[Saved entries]
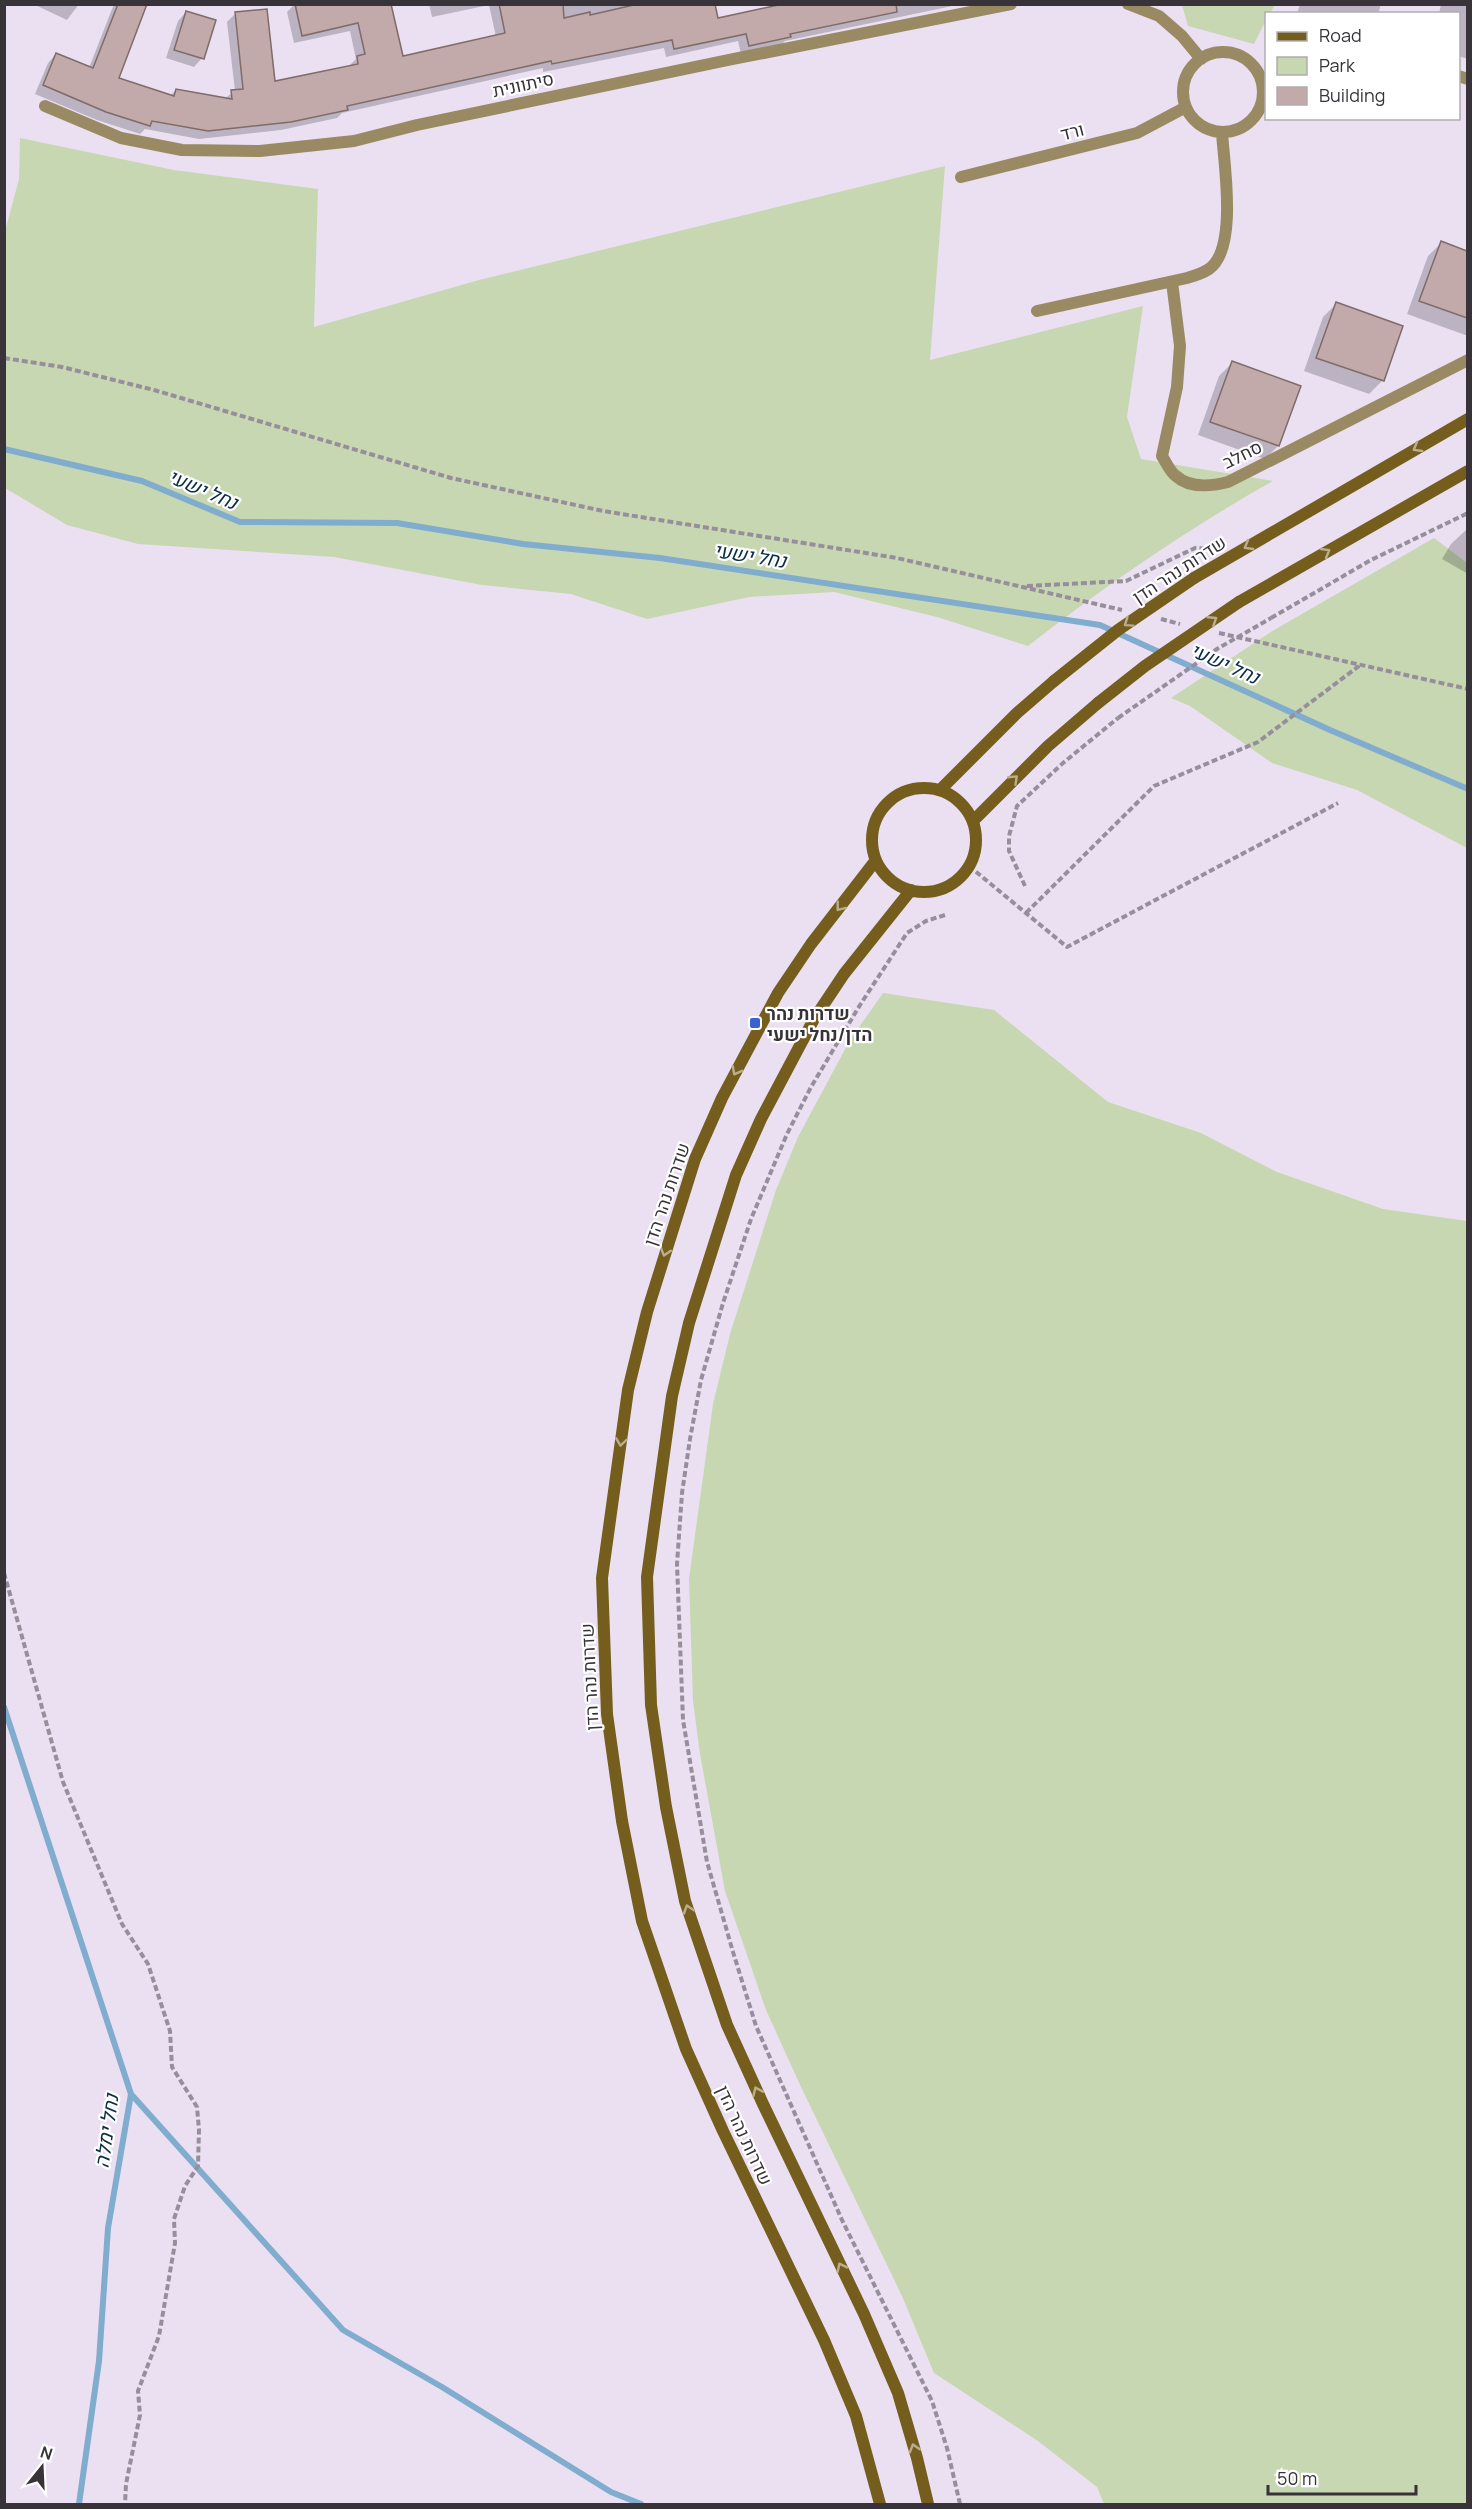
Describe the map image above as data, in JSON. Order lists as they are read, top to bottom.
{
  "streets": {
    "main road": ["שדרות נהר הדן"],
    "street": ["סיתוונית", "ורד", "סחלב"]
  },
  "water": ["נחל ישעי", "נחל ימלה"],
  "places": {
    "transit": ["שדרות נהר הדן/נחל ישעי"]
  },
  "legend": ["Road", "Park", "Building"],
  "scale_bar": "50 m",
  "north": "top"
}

→ Task description
An exact copy of the entries above is required, with the pictures left out.

→ Solution for this problem
Describe the map image above as data, in JSON. Order lists as they are read, top to bottom.
{
  "streets": {
    "main road": ["שדרות נהר הדן"],
    "street": ["סיתוונית", "ורד", "סחלב"]
  },
  "water": ["נחל ישעי", "נחל ימלה"],
  "places": {
    "transit": ["שדרות נהר הדן/נחל ישעי"]
  },
  "legend": ["Road", "Park", "Building"],
  "scale_bar": "50 m",
  "north": "top"
}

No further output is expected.